Solothurn Kettenreaktion

Samstag, Ankunft. Gewusel, viele Namen, Staub.
Kristallin wie eine Salpeterausblühung des Kapitals liegt das Werk still, nachdem es das gesamte Holz der Umgebung und noch einen Teil des finnischen Waldes in seinen Magensäuren aufgelöst, und die schweizer Industrie mit feinster Zellulose versorgt hat. Hundert Jahre hochskalierte Prozesse, von der Wissenschaft zur Wirtschaft, nun eine vergiftete Schale, von den Spaniern entbeint, enter: die Künstler. Sie werden hier nochmals durchgeprügelt, natürlich gerne, freiwillig und unter Zuhilfenahme sämtlicher kreativer Energie. Die Schale will wiederbelebt werden, reintegriert in den mehrwertproduzierenden Kreislauf des Geldes. Wohnen am Wasser, Kreativwirtschaft, Wellness.
Die Künstler natürlich, in utopischen Gemeinschaften bestens geschult, führen eine Alternativwährung ein, den Attis, und klinken sich vermeintlich elegant aus dem Reigen aus. Aber: Wie ist der Umrechnungskurs in Espresso? Und was, ausser dem Spritgeld und einen Mosaikstein in der Vita bleibt für sie, die sich als erste durch die verseuchte Ruine treiben lassen, übrig? Da wird im Hintergrund doch schon der eine oder andere Attis bewegt…
Abends, in Solothurn wieder, in der exclusiven Künstlerbleibe an der Aare, dem Alten Spital, fällt der Blick, aufgescheucht durch jubelnde Horden in Sportdress mit LED-Fackeln aus dem Chinacontainer, nach einem Wechsel ins Atelier auf der anderen Seite des Gebäudes, auf eine Temporäre Flash-Disko unter der Eisenbahnbrücke, an der der sportliche Lindwurm sich kreischend und zuckend im grellen Flackern der Stroboskope zu stampfendem Euro-Disko-Sound in Extase zappelt. Eine Stunde später ist alles vorbei, die Brücke liegt still im Dunkeln und nur vereinzeln ziehen noch gutgelaunte Sportler blinkend durch die Altstadt. Gude Laune, unter Eid, Genossen.
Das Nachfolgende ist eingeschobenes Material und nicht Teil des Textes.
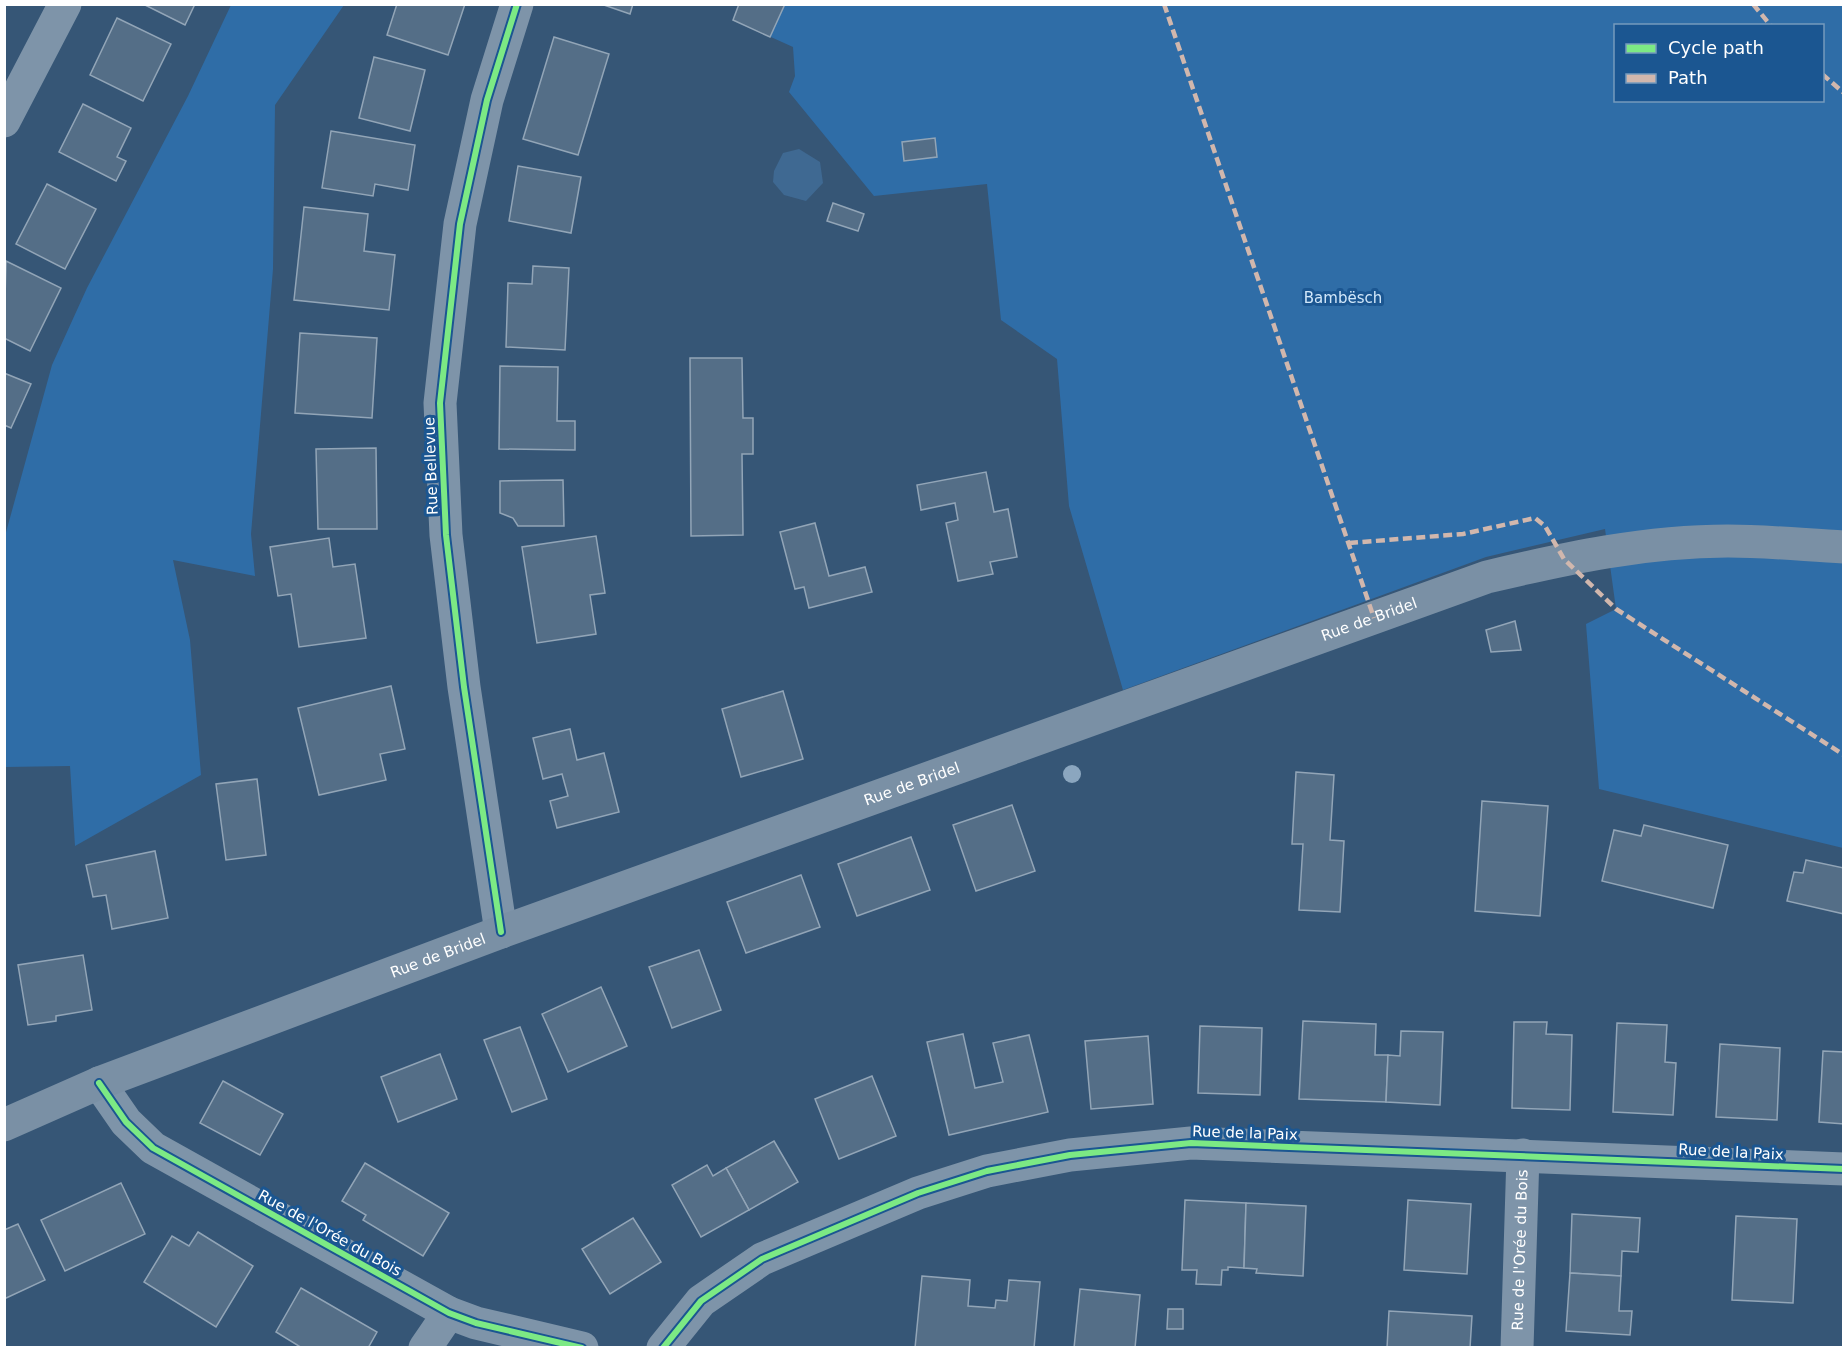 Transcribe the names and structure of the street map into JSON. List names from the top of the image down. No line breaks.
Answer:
{"streets":{"main road":["Rue de Bridel"],"street":["Rue Bellevue","Rue de la Paix","Rue de l'Orée du Bois"]},"crossings":[["Rue Bellevue","Rue de Bridel"],["Rue de Bridel","Rue de l'Orée du Bois"],["Rue de la Paix","Rue de l'Orée du Bois"]],"parks":["Bambësch"],"legend":["Cycle path","Path"]} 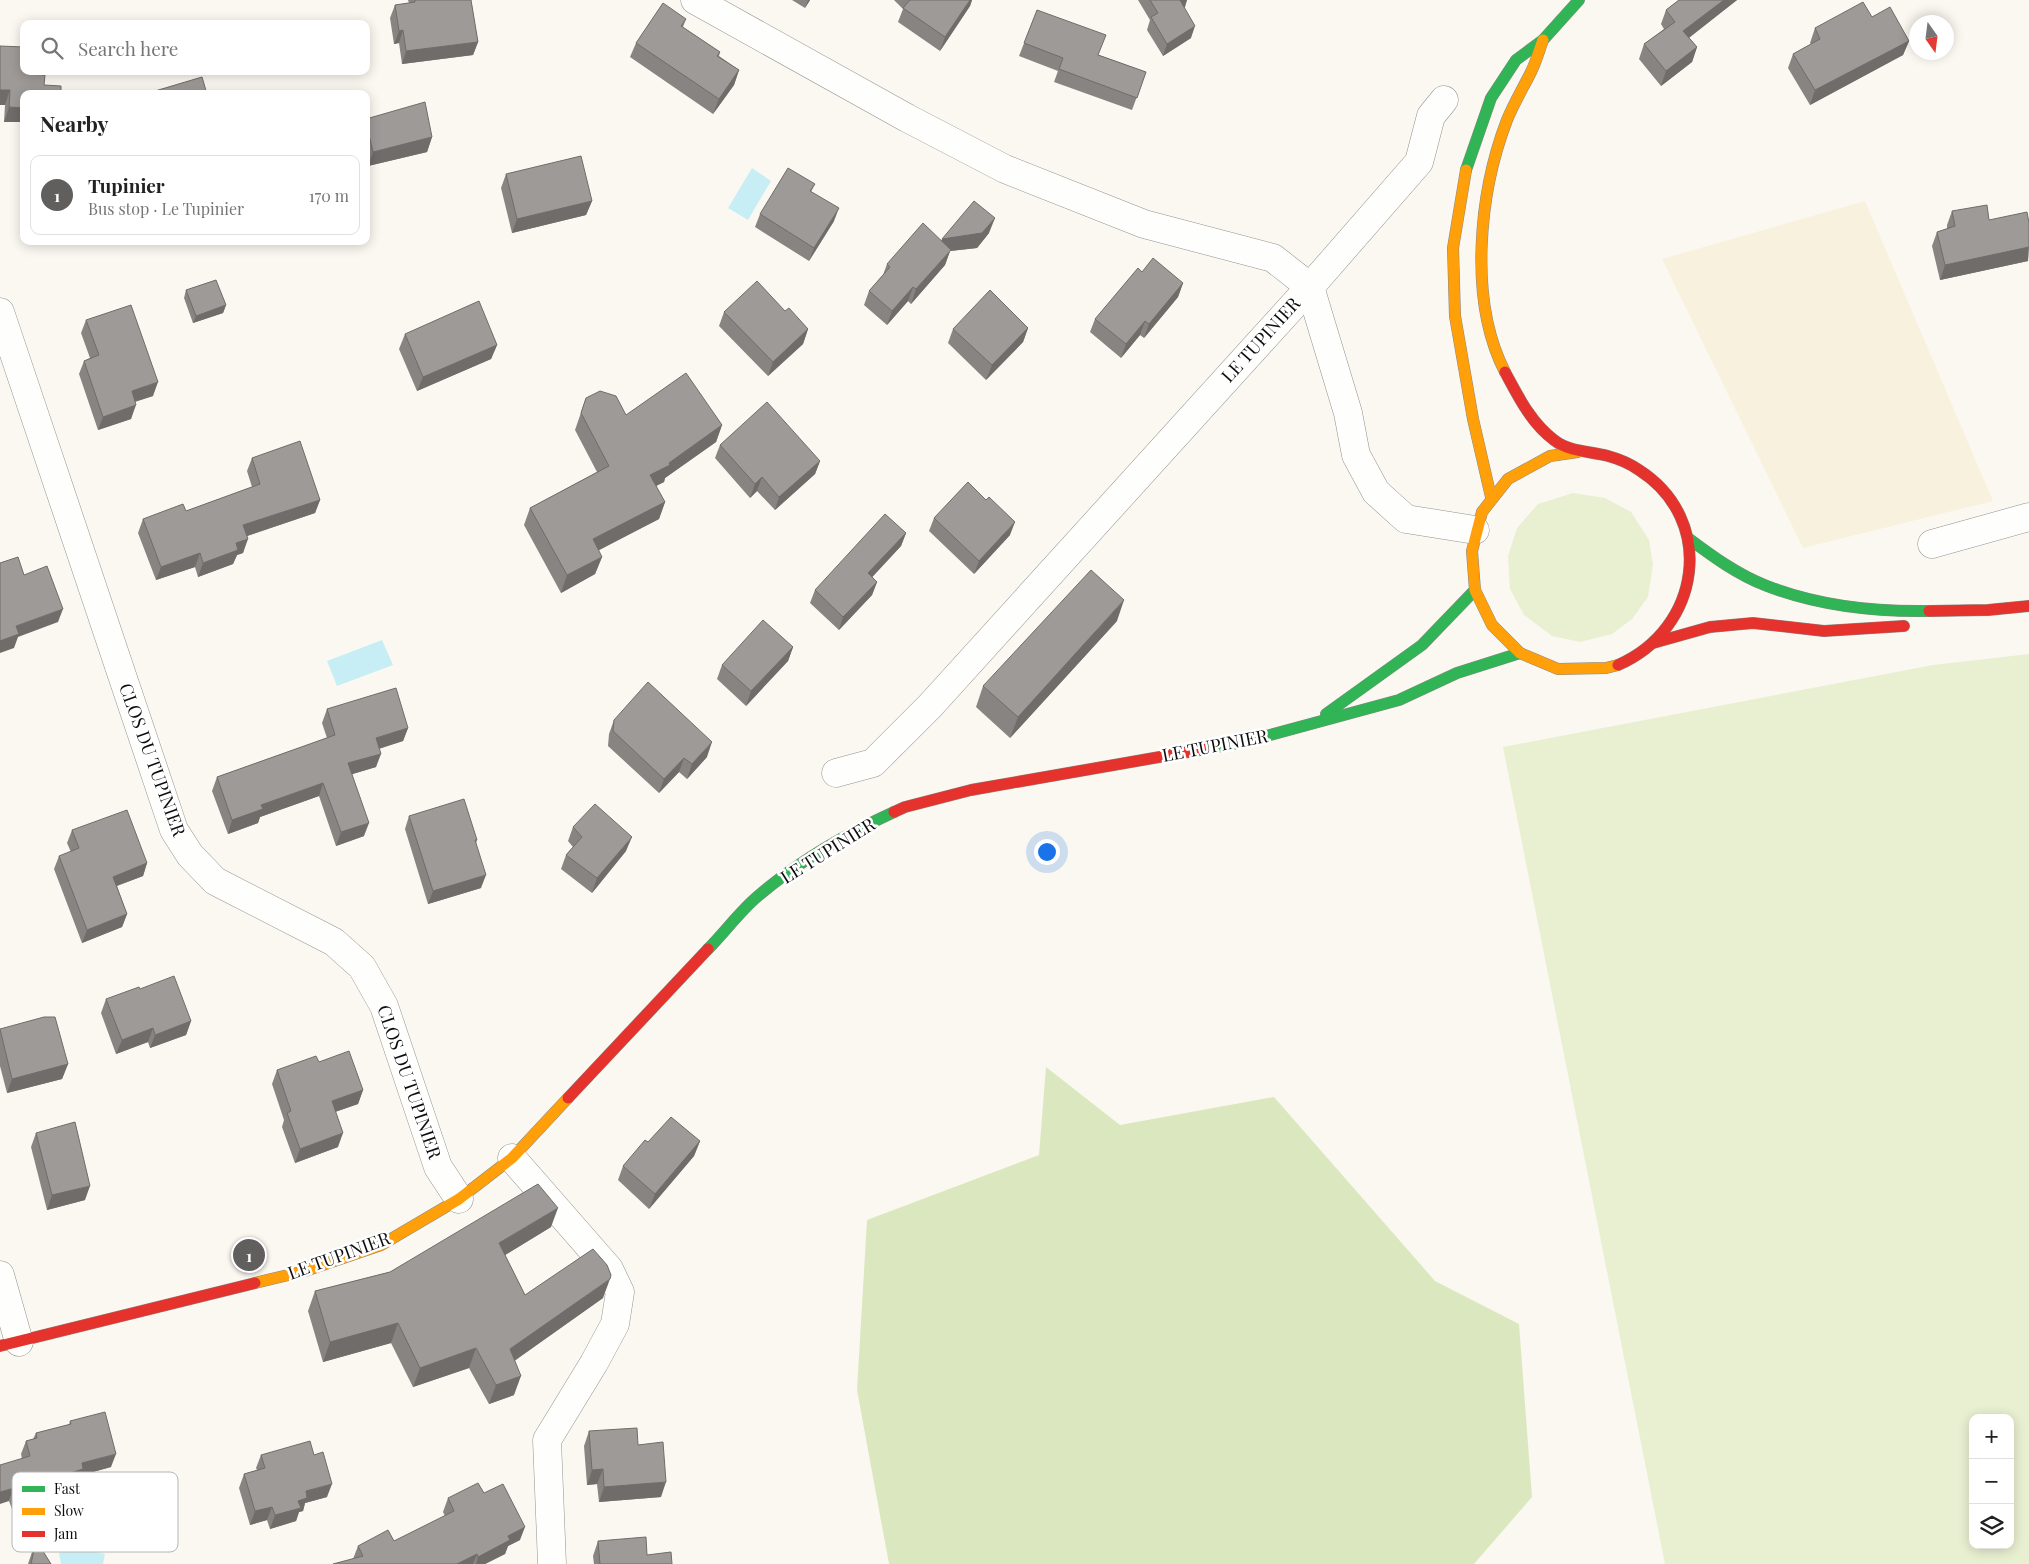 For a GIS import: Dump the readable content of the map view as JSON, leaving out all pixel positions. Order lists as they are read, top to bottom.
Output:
{
  "streets": {
    "main road": ["LE TUPINIER"],
    "street": ["CLOS DU TUPINIER"]
  },
  "crossings": [
    ["LE TUPINIER", "CLOS DU TUPINIER"]
  ],
  "legend": ["Fast", "Slow", "Jam"],
  "north": "bottom",
  "page": {
    "search": "Search here",
    "heading": "Nearby",
    "list": [
      {
        "mark": "1",
        "name": "Tupinier",
        "note": "Bus stop · Le Tupinier",
        "value": "170 m"
      }
    ],
    "pins": "1",
    "map_buttons": ["+", "−"]
  }
} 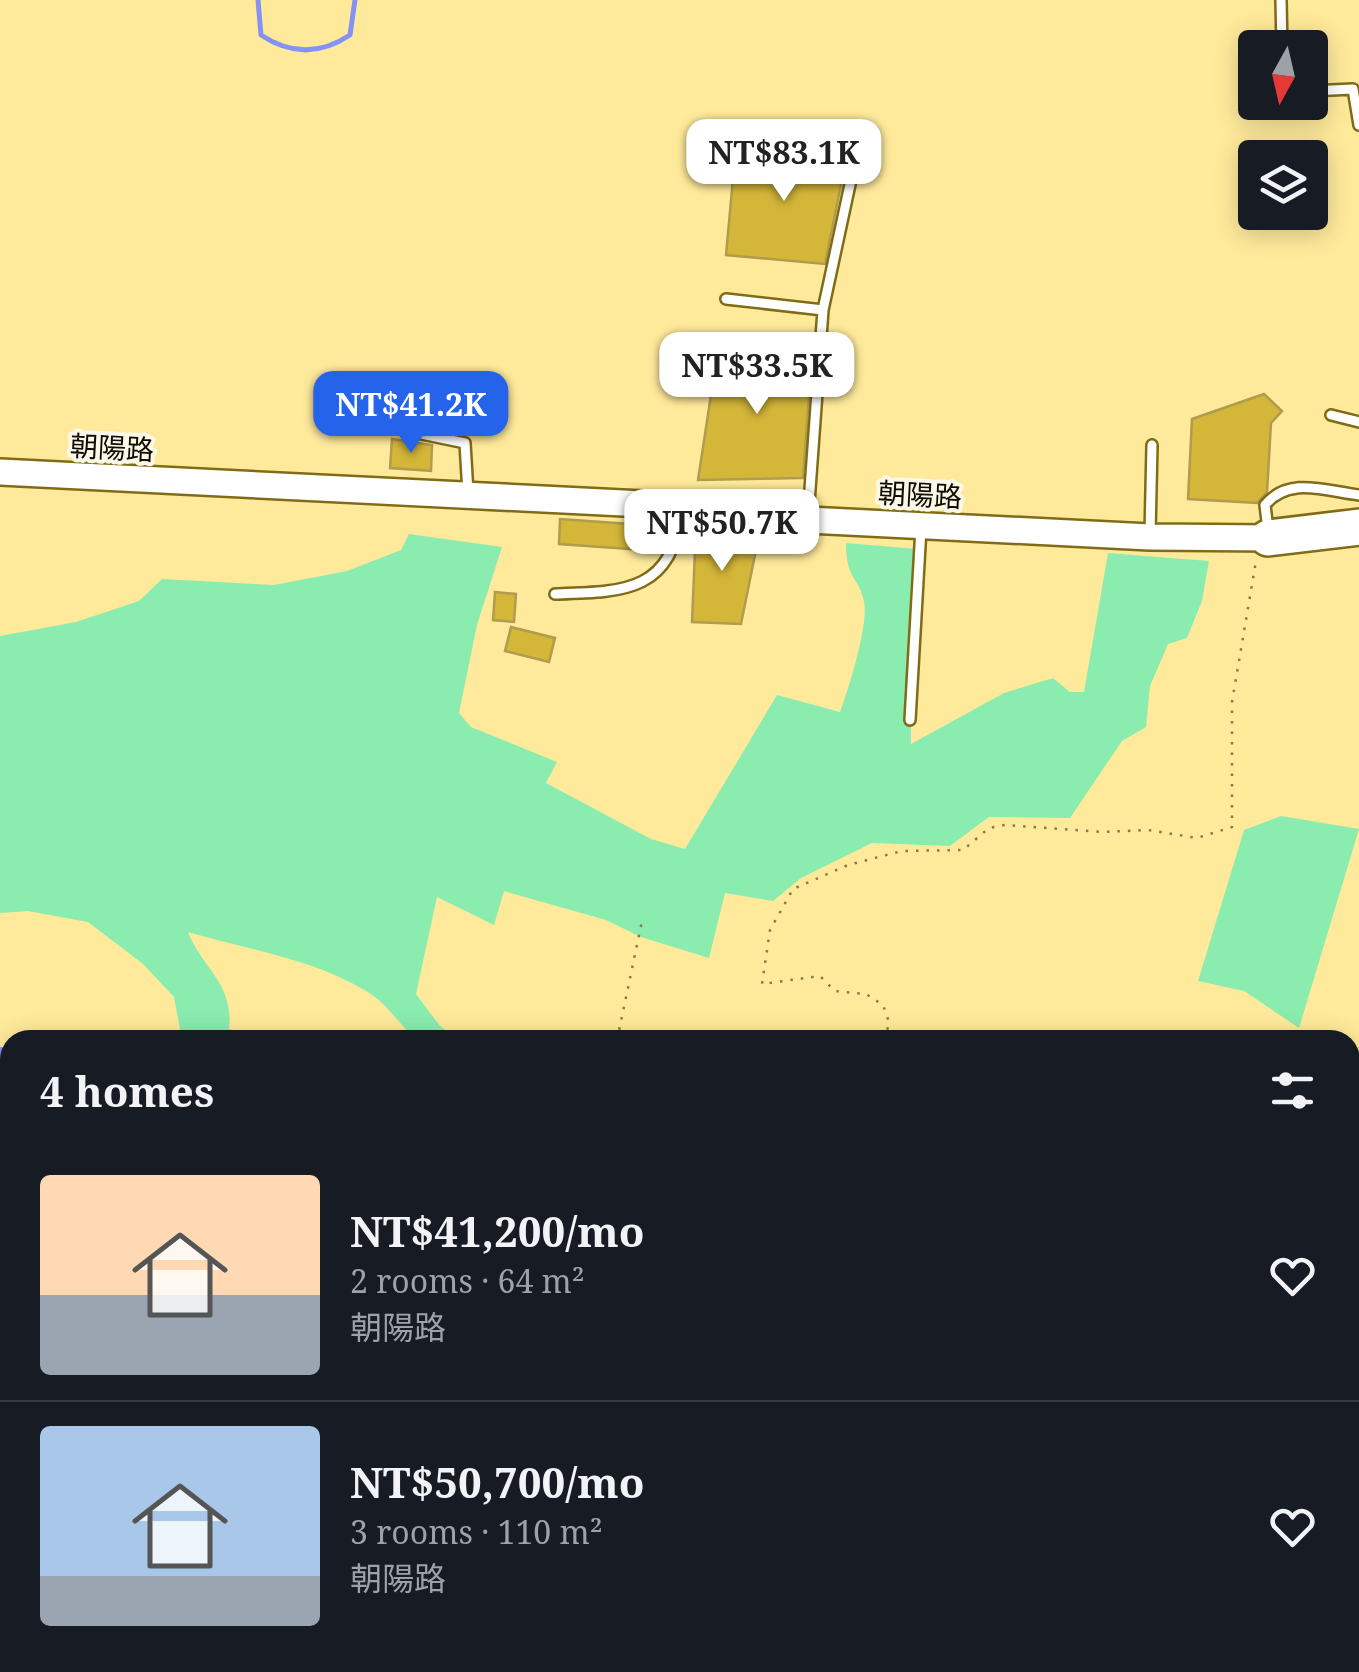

Sonntag, Leichenschau, Staub und Gong
David verabreicht uns eine Führung durch das gigantische Gerippe, erzählt, zeigt, führt uns stolpernde und beeindruckte Artisten durch die staubigen, verlassenen Hallen, Flure und Treppenhäuser. Erste Artefakte der hier bereits gewirkt Habenden zeigen sich, Schildchen, Aufkleber, Graffitti. HipHop hat sich Teile des Areals erschlossen. Dorotea, Sunita, Chris begegnen uns. Wir ziehen mit den Recordern die Bahn der Führung nochmal nach, naschen Strom an Steckdosen, werfen Metallteile durch Hallen, knirschen über Kies und durch Scherben, schlurfen durch Treppenhäuser, schaben an entweideten Schaltschränken am Rost, Plaque an den Zähnen der Zeit. Es wird schön, es entwickeln sich Vorstellungen von dem, was man mit dem im Überfluss vorhandenen Material in der Kürze der Zeit anstellen kann. Sich nur nicht verzetteln, Kürze, Würze, Sonne, Wonne.
Abends dann geniesst man den lauen Sonntagabend, irgendwoher wehen die Geräusche gutgelaunter Solothurner durch die Nacht, es könnte Livemusik im Spiel sein, die Spanier im Restaurant unten gegenüber entpuppen sich bei näherem Hinhören doch als Schweizer, die Mundart hat der Hörgewohnheit ein Schnippchen geschlagen.
Wir begutachten die Beute des ersten Tages, katalogisieren weiter das gesammelte verhallte Rauschen und Schaben, zucken unter den Kopfhörern bei jedem Gongschlag zusammen, sichten und schichten erste Lagen testweise übereinander. Wir lernen Dos und Donts, versuchen, aus Fehlern Klugheit zu destillieren. Was funktioniert, was begeistert, was verstört. Hallo Hall, hallo Halle, hallo Material. Der Gong bleibt zu Hause, und ich muss meine Powerbank, den mobilen Stromtrog für mein Recorderchen mit dem antiken Akku unbedingt aus Frankfurt holen. Und das Schuhwerk darf ein wenig fester sein. Morgen wird mal ein wenig Perkussionsarchäologie betrieben, und wir stellen uns ein kleines Drumset aus den gestohlenen Klängen und Geräuschen zusammen. Soweit der Plan, hurra, hurra Stolichnaya.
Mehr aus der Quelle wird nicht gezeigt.